- _What the task asks_: Look through the entries for the string "sizing" and copy every line where it shows up.

━━━ Input records ━━━

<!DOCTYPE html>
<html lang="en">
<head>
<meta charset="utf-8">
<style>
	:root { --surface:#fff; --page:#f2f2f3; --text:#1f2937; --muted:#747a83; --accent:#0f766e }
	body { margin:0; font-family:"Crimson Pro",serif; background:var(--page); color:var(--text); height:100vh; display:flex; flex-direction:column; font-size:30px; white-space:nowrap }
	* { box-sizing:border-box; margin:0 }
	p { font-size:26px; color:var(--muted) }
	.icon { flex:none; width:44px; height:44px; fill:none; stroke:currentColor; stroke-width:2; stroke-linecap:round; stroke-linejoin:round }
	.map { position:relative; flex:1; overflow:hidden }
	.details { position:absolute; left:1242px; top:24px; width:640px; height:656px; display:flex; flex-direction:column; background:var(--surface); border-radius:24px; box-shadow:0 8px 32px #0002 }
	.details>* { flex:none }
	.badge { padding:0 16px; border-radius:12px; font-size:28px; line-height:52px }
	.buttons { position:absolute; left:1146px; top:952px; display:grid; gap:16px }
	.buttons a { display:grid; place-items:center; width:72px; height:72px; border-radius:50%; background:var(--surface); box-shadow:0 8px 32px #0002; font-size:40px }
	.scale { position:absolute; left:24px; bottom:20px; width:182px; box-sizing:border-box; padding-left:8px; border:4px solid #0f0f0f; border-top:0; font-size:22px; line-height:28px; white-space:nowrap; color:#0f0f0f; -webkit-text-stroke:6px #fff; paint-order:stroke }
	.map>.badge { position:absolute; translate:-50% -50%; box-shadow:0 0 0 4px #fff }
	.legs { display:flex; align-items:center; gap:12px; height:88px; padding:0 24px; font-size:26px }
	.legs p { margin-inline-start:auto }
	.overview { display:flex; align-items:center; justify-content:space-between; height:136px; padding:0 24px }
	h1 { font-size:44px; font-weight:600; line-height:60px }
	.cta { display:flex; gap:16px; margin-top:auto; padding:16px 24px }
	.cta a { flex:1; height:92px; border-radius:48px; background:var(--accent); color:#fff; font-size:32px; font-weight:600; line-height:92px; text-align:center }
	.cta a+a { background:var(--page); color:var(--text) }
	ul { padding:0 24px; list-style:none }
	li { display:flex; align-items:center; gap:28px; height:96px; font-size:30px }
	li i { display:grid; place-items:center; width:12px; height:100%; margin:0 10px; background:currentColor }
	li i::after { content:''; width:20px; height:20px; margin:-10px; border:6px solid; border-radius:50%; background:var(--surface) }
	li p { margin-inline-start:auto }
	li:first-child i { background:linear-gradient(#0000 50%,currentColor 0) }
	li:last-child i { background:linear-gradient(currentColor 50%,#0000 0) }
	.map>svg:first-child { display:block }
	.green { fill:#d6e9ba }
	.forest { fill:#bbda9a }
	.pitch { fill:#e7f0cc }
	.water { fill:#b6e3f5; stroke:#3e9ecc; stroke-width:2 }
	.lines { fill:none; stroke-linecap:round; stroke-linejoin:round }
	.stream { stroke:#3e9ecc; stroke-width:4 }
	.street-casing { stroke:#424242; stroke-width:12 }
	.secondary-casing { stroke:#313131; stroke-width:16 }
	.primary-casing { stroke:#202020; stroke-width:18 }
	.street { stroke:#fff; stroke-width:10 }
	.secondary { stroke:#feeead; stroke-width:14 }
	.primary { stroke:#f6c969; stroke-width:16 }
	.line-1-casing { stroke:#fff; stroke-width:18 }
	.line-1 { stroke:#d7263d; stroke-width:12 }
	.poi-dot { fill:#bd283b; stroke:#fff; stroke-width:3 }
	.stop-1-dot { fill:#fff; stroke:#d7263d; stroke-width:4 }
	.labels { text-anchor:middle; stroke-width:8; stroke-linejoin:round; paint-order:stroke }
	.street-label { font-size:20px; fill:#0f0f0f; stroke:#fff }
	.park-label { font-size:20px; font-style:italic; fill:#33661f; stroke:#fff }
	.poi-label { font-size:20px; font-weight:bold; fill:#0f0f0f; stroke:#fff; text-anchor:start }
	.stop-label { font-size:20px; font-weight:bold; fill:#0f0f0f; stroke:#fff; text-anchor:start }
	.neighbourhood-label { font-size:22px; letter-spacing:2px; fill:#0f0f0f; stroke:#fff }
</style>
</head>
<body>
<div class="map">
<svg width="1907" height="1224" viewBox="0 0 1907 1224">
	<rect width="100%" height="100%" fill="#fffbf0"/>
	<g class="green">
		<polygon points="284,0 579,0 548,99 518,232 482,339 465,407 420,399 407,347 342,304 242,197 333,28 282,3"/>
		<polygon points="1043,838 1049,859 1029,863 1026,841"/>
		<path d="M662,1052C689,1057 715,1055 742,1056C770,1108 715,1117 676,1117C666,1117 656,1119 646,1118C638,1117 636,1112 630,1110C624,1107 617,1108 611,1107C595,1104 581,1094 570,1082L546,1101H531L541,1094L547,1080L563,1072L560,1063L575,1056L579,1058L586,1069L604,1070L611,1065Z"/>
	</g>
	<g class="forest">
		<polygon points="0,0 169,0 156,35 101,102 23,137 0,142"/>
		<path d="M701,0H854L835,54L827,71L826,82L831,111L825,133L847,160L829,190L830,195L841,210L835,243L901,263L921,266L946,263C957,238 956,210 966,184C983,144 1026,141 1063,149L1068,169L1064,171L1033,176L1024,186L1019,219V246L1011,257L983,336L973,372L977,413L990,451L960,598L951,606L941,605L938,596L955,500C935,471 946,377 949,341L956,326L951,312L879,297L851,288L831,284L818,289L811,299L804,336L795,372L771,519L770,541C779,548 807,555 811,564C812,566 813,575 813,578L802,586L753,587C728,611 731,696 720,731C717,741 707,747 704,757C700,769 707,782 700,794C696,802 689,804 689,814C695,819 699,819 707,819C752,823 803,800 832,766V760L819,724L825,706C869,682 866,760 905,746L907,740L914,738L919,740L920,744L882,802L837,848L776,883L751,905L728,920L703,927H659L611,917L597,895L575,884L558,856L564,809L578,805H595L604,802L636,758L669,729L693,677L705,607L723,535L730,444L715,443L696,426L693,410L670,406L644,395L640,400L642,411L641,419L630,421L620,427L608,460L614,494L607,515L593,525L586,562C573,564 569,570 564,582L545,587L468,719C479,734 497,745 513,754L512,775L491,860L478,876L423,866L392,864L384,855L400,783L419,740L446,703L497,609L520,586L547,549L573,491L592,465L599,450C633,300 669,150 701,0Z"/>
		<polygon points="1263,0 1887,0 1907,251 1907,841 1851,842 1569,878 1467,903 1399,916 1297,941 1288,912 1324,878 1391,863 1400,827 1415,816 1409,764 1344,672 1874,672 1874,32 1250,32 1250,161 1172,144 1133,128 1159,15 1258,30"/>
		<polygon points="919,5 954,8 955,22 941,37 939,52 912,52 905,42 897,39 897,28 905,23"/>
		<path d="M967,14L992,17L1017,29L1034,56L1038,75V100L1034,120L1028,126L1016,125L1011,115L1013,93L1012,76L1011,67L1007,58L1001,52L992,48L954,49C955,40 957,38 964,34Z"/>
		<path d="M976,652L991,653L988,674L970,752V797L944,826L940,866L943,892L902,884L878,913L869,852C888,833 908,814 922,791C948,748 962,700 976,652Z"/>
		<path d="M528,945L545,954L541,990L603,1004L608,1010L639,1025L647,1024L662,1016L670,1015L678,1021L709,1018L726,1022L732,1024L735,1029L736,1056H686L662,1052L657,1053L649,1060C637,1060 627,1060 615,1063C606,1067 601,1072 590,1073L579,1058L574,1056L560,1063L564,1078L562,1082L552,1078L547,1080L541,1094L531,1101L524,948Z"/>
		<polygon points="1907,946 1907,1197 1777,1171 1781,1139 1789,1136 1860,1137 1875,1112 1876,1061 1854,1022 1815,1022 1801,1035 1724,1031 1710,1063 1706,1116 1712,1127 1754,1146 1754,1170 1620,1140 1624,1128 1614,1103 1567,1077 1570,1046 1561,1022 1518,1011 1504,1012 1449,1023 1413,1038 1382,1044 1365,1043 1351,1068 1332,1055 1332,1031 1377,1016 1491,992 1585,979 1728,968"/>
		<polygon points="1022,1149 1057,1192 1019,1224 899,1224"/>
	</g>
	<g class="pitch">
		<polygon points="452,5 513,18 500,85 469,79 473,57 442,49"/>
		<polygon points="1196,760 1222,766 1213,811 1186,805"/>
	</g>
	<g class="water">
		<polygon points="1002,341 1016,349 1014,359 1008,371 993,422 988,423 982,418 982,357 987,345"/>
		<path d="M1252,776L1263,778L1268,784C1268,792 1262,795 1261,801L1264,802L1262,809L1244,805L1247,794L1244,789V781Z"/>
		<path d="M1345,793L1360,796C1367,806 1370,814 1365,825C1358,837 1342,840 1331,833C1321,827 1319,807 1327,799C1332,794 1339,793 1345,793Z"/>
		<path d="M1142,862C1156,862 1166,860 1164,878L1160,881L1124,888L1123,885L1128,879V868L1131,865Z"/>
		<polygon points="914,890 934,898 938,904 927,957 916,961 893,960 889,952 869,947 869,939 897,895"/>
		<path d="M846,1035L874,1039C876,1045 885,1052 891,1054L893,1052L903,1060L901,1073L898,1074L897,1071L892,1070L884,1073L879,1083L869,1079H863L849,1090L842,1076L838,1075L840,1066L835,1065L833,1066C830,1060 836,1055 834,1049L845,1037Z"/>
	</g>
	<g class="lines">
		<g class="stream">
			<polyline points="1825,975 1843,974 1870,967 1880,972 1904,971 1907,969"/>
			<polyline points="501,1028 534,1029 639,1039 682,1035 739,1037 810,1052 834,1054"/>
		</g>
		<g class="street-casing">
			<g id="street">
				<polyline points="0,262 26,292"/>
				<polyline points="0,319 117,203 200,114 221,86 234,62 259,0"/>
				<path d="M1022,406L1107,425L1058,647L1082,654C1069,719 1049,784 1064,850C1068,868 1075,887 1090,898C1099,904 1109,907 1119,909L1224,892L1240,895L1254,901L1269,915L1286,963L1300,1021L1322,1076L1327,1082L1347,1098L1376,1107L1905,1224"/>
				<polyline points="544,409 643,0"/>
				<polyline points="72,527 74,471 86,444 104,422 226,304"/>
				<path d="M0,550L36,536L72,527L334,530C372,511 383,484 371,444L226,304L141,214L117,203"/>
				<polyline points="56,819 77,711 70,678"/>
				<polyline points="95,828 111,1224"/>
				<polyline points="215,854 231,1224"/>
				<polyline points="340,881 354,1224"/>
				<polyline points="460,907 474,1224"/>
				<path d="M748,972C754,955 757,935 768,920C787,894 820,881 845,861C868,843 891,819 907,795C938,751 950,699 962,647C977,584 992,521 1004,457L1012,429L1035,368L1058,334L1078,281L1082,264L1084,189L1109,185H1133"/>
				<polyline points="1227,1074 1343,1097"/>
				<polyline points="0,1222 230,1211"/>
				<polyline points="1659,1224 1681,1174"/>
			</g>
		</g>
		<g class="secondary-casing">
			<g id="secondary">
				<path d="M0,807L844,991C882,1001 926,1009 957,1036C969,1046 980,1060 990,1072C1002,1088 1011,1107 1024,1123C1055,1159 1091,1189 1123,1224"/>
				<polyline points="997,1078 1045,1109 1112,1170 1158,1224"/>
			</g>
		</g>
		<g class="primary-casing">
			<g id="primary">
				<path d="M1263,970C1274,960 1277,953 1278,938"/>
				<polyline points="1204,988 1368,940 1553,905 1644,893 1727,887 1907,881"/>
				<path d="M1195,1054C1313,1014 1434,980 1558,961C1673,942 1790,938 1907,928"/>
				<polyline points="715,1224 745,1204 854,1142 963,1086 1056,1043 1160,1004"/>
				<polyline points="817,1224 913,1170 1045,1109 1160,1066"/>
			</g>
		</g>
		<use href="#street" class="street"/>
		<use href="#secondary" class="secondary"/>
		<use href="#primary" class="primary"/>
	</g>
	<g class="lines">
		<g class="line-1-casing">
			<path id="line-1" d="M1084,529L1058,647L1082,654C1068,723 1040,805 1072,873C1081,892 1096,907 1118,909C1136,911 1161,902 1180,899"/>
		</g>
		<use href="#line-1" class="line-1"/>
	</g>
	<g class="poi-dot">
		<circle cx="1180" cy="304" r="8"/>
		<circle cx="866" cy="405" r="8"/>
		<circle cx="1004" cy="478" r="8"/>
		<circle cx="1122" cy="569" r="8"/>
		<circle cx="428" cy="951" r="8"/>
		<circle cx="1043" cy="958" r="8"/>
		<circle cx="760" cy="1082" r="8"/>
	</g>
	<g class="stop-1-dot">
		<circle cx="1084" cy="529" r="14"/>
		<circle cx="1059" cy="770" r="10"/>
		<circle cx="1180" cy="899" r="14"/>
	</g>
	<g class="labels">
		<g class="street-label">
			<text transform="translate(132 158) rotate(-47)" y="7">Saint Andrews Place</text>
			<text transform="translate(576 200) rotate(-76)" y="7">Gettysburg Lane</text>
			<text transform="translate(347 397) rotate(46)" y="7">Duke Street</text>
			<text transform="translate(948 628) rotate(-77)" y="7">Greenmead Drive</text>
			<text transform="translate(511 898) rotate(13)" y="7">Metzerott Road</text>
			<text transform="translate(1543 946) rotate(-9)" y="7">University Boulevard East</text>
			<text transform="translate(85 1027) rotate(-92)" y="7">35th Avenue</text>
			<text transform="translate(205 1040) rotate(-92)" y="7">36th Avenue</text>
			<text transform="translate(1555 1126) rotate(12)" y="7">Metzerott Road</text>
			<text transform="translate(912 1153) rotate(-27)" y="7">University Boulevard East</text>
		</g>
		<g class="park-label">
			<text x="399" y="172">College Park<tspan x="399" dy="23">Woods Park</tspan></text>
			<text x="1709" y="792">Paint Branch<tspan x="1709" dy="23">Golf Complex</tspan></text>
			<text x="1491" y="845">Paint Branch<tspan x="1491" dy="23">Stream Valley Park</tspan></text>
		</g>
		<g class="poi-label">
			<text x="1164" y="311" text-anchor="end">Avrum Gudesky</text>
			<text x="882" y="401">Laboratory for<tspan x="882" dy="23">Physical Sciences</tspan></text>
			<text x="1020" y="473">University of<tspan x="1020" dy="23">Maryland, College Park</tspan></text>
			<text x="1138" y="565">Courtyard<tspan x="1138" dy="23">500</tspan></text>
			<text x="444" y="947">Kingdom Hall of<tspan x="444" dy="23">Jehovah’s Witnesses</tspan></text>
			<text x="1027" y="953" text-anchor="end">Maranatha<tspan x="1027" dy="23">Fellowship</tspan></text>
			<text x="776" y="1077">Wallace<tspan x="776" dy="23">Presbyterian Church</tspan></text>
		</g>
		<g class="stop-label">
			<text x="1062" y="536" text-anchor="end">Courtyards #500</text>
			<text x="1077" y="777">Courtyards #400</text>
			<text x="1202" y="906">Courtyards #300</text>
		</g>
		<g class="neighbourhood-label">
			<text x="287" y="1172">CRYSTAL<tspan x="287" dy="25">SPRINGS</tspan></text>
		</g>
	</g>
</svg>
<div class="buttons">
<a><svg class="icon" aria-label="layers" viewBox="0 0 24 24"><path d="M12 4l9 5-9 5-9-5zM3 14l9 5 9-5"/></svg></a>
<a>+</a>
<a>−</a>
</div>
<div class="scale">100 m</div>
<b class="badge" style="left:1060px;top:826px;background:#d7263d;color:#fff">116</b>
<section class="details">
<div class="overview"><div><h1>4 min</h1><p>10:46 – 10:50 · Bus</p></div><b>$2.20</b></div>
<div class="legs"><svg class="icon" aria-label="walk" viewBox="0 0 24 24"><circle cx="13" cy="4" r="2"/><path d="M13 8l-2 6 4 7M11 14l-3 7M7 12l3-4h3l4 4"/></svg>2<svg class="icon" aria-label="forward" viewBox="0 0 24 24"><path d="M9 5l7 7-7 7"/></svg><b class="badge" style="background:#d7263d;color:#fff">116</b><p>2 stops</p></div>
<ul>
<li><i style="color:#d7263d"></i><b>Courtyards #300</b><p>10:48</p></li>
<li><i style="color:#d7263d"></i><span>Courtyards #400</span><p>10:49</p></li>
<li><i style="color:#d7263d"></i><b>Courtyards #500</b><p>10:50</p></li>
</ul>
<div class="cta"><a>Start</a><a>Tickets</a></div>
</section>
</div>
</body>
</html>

━━━

- _Task output_:
	* { box-sizing:border-box; margin:0 }
	.scale { position:absolute; left:24px; bottom:20px; width:182px; box-sizing:border-box; padding-left:8px; border:4px solid #0f0f0f; border-top:0; font-size:22px; line-height:28px; white-space:nowrap; color:#0f0f0f; -webkit-text-stroke:6px #fff; paint-order:stroke }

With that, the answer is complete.